Digital nomad is a broad umbrella term that covers all sorts of people, from online coaches, SEO (search engine optimisation) experts, content creators, copywriters, graphic designers, virtual assistants, remote customer service support, etc. Anyone whose work and income are not location-specific.
I’ve been shilling TT as the ideal destination for eco-tourists, content creators and digital nomads for a long time. When I produced television shows about TT, I went with local eco-tour operator Stephen Broadbridge to the Mt Tamana bat caves. On that trip, there was also a young man from the UK tagging along with our crew. He was one of four originally booked to go.
The night before, the group got completely blotto liming at the then Pelican Inn. The young man on the excursion with us was the sole survivor of the night’s depravations. He was blown away by the experience of being swallowed up by a hurricane of bats as millions left their roost in the caves to feed; he couldn't stop talking about it. That is TT – a multidimensional experience. You can imbibe the lime/fete culture and have an ecotourism experience in a way few other Caribbean destinations can deliver.
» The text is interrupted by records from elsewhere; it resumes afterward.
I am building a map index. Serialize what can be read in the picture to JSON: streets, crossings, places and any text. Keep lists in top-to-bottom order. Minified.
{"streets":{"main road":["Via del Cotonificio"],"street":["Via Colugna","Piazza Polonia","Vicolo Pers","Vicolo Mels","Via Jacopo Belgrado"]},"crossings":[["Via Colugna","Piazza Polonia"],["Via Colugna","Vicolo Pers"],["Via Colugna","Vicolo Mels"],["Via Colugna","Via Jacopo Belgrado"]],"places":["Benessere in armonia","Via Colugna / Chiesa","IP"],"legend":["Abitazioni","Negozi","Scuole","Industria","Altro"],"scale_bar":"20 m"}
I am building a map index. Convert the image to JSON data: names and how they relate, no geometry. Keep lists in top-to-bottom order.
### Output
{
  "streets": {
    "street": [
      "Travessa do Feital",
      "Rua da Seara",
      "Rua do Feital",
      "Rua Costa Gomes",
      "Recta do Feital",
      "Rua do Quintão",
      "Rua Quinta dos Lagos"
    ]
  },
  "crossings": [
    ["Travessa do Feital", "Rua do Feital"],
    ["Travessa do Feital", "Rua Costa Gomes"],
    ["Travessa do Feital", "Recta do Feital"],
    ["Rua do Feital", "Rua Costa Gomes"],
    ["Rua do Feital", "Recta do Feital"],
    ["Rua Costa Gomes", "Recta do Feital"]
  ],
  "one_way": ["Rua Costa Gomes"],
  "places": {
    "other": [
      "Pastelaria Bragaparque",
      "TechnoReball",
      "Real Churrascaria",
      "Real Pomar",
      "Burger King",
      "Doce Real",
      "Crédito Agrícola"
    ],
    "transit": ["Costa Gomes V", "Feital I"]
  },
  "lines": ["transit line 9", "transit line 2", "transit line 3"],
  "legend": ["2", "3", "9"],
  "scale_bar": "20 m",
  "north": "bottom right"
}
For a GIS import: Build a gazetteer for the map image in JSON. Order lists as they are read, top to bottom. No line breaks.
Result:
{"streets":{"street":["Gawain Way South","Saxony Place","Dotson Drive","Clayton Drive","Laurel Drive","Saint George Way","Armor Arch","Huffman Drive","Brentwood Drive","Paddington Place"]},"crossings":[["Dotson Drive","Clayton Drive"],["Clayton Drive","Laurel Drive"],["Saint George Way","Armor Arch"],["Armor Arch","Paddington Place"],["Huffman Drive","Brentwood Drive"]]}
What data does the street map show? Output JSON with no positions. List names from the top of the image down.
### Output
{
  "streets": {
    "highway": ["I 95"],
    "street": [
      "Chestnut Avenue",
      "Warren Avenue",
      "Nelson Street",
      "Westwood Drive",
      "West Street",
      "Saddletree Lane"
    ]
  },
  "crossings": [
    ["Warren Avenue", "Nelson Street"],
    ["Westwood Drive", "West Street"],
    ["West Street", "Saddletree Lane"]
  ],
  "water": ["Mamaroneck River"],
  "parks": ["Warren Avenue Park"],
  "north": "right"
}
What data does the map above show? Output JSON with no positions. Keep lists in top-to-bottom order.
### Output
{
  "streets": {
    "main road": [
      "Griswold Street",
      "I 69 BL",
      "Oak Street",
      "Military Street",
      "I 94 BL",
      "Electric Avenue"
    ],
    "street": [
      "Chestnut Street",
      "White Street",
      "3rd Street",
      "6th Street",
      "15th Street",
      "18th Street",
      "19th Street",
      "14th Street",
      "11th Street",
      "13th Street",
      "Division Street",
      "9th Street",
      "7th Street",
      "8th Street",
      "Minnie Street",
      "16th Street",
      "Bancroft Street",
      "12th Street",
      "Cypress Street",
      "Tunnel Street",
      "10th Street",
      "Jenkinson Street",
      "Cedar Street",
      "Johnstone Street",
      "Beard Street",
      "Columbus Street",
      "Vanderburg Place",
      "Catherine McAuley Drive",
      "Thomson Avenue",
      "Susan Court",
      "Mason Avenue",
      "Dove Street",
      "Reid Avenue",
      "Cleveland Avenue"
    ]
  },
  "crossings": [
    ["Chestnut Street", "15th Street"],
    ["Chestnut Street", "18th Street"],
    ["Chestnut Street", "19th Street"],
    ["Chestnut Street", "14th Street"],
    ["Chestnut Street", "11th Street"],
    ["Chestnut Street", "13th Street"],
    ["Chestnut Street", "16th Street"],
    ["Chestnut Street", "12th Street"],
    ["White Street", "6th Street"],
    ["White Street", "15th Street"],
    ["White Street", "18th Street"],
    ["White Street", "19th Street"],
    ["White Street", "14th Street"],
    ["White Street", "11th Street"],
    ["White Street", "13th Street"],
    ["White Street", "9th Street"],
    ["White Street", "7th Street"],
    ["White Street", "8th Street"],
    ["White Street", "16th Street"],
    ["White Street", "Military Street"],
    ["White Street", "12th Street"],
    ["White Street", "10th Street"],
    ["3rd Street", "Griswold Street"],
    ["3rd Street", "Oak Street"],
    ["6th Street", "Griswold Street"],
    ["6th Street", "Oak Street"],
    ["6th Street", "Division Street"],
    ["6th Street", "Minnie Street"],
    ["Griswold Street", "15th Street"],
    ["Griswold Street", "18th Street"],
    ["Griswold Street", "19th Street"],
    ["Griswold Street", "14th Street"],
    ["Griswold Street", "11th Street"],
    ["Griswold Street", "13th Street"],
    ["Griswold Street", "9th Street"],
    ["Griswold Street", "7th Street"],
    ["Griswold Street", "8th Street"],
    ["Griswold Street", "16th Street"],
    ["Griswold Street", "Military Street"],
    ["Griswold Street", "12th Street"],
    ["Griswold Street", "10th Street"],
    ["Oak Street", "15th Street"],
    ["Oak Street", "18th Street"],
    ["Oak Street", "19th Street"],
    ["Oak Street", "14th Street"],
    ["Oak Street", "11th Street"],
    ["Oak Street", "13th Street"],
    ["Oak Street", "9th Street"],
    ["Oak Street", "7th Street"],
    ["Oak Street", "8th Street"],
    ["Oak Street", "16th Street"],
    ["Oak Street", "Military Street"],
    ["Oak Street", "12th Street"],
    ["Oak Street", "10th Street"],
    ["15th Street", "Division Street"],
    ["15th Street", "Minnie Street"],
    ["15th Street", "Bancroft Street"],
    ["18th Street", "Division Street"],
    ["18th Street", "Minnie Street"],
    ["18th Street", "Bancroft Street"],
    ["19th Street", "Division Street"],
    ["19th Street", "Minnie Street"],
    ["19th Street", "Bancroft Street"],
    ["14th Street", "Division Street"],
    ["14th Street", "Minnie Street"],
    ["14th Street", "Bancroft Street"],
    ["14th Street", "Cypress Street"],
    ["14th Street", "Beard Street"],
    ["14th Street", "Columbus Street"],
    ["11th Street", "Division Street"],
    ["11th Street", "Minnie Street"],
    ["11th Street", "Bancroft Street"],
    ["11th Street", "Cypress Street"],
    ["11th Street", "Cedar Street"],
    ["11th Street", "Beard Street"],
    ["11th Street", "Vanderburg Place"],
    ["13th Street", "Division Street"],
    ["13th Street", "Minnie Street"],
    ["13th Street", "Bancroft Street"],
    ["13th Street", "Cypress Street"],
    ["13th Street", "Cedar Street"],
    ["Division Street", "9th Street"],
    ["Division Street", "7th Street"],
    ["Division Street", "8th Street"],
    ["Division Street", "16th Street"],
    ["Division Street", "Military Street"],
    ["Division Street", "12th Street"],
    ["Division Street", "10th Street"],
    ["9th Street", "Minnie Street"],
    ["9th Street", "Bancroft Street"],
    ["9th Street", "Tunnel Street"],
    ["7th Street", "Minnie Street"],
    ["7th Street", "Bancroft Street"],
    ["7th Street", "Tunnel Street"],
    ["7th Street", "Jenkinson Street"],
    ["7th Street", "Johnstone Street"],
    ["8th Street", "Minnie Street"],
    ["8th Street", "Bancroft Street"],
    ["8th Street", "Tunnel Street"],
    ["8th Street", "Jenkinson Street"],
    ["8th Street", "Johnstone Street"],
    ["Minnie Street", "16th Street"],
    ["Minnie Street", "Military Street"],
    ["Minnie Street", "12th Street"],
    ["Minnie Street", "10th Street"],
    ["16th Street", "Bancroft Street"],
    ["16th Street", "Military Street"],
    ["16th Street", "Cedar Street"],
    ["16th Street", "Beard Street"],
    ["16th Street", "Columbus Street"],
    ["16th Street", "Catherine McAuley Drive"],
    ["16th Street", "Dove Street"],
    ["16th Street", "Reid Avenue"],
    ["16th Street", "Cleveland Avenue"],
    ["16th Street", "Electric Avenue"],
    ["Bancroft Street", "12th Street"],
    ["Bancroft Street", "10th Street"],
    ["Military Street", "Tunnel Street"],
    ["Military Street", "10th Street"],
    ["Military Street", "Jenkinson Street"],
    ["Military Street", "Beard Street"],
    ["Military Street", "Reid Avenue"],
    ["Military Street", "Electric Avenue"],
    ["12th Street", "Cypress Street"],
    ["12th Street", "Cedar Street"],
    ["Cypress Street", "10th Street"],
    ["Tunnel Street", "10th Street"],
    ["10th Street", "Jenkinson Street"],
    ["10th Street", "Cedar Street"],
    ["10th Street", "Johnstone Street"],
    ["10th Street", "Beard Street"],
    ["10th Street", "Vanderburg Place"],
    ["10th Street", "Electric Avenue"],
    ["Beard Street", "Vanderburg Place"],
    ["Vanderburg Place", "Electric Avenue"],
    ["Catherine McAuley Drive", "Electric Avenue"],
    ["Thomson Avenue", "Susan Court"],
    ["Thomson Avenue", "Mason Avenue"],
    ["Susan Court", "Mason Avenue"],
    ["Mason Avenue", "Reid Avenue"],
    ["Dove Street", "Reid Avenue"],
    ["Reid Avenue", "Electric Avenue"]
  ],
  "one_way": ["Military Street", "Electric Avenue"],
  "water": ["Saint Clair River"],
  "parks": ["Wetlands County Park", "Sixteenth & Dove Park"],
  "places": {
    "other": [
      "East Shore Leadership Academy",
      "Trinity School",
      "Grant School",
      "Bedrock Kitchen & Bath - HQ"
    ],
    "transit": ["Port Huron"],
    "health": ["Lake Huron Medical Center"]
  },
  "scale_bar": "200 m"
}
With that memory in mind, and against my better judgement, I popped over to TikTok and Instagram to see what kind of digital marketing TT’s tourism agencies have been doing. When I typed Trinidad into the search bar on Instagram, the Tourism Trinidad page came up.
This page is a hodgepodge of ministry officialdom; sterile posts of portraits capturing functions, seminars, conferences and so on. The line minister, who is a stranger to any foreigner stumbling onto Tourism Trinidad’s content, featured prominently. Even worse, the posts were interspersed with ads for job vacancies that were not sized properly for Instagram. It doesn’t matter who the target audience is, the paucity of likes and comments suggests the "content" just isn’t interesting enough.
Tourism Trinidad explains the boring content on its page by pointing out that it has several different accounts marketing the destination. “Each page has a clear target market and purpose,” it says.
By my count, there are five TT tourist-related pages on Instagram – Tourism Trinidad, Visit Trinidad, Tobago Tourism Agency Ltd, Visit Tobago, and the Ministry of Tourism, Culture and the Arts. Tell any digital marketer you have five official pages on one social media platform for a small tourist destination and you’d probably get the criminal side-eye.
When marketing a destination, you want to make it as easy and seamless as possible to get browsers directly to the product. If, like me, outsiders find the Tourism Trinidad page with its dry ministry-oriented content when searching Instagram, it’s unlikely they’ll think, “Oh, there has to be another official page with touristy content. Let me keep looking.”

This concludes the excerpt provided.